Exercise aim
Copy each line of the entries below that contains the string "stream".

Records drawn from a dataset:
-*-*-

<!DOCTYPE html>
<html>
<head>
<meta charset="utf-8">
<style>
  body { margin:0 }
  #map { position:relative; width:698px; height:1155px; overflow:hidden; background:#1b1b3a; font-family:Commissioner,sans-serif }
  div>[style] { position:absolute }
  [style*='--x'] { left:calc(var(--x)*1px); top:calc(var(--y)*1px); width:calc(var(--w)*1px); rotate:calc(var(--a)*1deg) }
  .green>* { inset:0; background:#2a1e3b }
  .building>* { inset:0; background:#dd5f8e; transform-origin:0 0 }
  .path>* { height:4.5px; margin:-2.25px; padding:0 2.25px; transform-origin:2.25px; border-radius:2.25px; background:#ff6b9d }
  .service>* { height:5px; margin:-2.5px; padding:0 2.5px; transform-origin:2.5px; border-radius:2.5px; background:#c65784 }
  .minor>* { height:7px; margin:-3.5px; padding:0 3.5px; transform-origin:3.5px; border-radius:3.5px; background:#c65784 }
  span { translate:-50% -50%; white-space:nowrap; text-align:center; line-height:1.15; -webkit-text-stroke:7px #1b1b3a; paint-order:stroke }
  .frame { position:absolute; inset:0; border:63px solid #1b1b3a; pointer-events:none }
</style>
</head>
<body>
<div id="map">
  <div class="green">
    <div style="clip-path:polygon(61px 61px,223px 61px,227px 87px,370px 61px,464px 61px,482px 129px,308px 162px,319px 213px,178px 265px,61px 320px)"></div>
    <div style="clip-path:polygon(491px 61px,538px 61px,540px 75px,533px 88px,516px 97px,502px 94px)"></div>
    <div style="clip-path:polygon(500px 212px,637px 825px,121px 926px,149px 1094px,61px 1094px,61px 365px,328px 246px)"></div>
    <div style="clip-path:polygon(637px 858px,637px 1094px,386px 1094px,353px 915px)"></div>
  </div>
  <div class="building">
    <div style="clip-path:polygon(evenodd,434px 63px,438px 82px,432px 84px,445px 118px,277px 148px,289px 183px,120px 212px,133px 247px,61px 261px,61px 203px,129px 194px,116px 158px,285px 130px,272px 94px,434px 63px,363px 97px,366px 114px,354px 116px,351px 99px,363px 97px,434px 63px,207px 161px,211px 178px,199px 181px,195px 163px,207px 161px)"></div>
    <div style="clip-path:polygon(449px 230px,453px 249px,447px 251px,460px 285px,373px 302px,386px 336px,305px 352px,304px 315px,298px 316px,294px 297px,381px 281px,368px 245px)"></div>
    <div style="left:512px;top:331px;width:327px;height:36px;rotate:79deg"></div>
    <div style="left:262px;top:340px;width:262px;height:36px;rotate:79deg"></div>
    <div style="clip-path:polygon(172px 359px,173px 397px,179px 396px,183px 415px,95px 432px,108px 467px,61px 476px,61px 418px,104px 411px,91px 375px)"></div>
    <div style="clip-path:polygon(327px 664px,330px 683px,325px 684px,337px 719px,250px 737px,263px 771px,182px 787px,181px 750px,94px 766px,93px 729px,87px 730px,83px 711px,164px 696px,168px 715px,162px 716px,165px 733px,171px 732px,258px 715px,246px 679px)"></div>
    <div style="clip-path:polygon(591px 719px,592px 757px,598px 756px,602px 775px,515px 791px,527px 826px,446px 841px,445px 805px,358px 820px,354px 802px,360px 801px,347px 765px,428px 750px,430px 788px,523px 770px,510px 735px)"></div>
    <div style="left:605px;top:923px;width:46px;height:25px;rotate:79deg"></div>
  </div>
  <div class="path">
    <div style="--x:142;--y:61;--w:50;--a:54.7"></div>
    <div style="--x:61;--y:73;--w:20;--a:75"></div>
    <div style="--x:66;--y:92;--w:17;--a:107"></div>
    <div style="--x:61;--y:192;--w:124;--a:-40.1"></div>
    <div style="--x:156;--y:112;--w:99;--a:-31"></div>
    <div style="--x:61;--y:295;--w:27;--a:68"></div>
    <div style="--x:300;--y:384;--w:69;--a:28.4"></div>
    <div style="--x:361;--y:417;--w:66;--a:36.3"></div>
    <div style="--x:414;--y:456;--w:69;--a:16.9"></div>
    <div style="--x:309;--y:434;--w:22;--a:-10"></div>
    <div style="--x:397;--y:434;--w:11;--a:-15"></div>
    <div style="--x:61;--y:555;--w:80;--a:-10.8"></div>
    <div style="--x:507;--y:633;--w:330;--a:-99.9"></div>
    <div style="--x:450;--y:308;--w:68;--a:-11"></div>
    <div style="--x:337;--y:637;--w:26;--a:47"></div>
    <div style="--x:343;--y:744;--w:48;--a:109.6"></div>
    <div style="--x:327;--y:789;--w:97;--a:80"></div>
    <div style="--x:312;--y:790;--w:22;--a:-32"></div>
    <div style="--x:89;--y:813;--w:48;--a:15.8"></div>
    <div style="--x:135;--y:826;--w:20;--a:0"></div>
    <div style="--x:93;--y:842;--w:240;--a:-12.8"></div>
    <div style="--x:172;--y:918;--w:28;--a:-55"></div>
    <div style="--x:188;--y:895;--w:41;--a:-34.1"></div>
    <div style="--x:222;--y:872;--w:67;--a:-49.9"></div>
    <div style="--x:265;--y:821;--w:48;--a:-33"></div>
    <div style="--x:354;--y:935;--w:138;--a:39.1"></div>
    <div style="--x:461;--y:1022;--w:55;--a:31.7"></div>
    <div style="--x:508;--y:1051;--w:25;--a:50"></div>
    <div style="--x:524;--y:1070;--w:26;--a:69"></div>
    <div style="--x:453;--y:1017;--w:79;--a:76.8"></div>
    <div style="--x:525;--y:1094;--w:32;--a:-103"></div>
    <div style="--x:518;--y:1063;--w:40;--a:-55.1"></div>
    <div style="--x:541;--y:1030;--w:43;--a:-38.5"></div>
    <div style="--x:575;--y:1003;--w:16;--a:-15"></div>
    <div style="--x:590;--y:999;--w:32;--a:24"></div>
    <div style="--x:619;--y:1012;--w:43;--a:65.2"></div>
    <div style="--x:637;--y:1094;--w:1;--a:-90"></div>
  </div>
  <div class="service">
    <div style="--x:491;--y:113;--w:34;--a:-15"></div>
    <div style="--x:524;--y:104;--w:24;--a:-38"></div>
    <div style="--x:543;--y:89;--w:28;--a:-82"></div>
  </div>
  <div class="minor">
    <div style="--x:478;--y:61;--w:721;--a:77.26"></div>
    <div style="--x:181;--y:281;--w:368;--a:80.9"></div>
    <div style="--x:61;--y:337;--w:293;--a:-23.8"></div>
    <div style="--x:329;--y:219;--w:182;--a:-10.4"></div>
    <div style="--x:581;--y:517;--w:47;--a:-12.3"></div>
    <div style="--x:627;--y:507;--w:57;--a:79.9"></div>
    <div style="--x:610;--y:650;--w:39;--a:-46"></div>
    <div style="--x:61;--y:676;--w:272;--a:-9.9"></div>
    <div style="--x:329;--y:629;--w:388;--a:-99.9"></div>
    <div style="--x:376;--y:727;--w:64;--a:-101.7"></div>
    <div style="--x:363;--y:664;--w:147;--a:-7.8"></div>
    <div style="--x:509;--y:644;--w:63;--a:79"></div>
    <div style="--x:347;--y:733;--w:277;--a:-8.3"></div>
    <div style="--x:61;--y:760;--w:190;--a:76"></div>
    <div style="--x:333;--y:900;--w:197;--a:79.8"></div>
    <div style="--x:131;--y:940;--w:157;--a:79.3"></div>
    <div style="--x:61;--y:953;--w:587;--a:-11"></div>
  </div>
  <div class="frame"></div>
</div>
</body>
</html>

-*-*-

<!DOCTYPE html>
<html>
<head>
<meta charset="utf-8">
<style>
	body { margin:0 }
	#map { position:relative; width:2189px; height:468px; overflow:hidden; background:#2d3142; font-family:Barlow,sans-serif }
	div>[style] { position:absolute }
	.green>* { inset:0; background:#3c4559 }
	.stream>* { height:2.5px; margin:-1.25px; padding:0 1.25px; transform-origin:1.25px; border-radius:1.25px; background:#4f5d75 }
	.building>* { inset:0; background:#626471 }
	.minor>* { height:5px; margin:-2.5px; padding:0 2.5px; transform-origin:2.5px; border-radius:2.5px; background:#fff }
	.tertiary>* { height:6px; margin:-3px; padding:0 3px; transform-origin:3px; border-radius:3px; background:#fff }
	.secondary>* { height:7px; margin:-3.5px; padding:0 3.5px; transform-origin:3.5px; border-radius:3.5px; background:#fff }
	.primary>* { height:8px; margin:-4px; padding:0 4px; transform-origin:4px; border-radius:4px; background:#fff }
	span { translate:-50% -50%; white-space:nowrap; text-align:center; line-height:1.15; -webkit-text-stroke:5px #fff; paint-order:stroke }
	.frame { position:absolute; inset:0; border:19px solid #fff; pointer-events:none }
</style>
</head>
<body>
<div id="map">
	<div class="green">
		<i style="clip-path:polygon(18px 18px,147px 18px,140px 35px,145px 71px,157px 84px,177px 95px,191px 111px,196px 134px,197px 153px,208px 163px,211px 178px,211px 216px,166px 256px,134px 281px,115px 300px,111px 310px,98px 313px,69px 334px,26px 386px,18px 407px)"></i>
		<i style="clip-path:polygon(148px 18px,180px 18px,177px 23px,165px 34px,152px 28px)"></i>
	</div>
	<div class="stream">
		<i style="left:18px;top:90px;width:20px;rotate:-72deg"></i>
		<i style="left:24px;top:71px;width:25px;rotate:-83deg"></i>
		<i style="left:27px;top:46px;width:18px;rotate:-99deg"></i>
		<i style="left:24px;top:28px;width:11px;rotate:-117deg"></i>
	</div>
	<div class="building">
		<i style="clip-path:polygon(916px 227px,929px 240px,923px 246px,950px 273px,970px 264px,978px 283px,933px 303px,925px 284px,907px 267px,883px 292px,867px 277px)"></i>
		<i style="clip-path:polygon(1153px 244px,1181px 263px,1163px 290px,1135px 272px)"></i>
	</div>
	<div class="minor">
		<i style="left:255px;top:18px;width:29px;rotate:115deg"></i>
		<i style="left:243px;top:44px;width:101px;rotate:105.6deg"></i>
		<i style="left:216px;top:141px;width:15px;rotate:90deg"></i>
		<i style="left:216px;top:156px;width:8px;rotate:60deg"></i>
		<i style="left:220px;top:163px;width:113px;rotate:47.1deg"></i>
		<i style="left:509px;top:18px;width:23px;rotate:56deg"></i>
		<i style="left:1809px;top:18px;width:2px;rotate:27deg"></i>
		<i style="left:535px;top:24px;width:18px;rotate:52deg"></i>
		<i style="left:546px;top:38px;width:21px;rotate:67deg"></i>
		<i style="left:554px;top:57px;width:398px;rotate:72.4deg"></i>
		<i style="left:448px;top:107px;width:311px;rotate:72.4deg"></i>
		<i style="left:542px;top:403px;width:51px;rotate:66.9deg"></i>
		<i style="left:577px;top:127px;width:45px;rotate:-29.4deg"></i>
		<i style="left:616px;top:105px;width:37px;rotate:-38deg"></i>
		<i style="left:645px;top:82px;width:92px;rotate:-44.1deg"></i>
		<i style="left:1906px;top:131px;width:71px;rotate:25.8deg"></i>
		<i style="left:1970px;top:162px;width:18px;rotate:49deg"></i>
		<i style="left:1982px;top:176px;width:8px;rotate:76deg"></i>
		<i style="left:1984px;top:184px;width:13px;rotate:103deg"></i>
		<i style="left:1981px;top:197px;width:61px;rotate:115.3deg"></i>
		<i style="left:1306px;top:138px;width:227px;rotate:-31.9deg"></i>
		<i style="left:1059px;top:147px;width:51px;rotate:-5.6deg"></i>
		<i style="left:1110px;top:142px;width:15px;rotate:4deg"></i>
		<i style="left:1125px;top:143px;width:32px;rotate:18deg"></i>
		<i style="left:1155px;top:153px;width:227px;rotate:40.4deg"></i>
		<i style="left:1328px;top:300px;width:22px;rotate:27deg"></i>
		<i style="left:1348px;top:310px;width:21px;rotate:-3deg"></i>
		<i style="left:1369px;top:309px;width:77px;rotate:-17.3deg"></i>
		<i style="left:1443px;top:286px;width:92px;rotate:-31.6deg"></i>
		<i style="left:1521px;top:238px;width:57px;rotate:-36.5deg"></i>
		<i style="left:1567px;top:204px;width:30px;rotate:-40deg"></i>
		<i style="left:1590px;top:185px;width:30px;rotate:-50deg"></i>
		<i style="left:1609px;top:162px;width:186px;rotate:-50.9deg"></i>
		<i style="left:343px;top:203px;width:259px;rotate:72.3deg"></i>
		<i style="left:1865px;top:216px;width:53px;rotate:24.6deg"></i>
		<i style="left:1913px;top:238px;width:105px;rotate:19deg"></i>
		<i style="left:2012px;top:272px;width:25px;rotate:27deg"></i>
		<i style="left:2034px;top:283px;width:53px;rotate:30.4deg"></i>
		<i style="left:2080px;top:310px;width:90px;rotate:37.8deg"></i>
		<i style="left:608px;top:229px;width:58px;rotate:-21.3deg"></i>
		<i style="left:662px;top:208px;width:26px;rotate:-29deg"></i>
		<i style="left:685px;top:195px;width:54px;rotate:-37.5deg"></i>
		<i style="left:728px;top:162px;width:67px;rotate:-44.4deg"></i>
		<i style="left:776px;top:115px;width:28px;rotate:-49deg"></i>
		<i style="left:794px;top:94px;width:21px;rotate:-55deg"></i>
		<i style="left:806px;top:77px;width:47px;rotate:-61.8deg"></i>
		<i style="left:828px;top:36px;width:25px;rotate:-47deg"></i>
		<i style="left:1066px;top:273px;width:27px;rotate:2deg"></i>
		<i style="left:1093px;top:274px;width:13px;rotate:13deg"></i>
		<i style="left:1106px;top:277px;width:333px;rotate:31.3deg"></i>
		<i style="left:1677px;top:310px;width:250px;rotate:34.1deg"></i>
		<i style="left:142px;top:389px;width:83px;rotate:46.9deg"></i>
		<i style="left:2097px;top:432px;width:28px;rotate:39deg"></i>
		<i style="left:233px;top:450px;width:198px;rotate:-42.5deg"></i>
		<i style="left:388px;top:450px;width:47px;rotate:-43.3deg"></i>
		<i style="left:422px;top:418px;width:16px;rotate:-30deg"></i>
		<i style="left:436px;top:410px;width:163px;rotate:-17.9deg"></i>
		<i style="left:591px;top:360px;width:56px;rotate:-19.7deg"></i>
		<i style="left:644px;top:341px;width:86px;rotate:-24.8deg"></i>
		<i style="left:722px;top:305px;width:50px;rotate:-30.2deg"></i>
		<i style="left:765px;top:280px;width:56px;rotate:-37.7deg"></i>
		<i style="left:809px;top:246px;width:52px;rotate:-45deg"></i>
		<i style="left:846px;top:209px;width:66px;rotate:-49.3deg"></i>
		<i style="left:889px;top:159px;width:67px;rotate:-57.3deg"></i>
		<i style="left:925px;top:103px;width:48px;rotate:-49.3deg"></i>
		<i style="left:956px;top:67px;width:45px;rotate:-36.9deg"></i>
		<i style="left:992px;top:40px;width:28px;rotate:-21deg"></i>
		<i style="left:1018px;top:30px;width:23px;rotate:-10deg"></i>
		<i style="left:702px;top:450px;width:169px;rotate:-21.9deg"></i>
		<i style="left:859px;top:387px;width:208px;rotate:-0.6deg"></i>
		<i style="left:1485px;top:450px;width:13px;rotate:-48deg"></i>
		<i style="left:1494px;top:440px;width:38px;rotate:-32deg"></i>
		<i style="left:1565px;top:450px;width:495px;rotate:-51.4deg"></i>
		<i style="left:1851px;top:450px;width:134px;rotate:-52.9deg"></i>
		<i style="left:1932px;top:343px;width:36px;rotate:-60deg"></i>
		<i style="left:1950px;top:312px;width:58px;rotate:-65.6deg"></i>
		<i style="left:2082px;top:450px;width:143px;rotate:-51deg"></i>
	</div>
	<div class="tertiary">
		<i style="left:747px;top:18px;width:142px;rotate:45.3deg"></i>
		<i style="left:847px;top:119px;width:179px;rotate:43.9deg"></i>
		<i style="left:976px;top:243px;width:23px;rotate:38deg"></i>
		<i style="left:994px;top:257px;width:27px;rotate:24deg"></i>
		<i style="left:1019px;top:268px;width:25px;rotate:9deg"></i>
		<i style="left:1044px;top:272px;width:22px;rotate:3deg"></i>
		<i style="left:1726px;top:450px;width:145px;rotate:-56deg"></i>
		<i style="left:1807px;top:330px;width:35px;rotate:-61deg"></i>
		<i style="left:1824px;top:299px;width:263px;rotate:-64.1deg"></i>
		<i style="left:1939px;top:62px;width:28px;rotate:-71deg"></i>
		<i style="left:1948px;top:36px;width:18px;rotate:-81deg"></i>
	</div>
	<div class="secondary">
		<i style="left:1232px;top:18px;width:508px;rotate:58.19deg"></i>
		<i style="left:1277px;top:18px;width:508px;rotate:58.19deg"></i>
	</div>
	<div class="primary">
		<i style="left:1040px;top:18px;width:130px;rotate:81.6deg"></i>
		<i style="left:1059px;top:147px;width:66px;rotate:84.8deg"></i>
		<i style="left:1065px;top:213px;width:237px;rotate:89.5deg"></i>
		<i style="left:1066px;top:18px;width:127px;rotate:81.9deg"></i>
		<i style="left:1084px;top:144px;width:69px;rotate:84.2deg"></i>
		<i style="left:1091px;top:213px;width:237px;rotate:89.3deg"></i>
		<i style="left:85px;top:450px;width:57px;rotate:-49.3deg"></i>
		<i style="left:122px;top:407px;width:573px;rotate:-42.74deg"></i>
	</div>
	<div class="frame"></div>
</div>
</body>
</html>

-*-*-

Reply to the task
	.stream>* { height:2.5px; margin:-1.25px; padding:0 1.25px; transform-origin:1.25px; border-radius:1.25px; background:#4f5d75 }
	<div class="stream">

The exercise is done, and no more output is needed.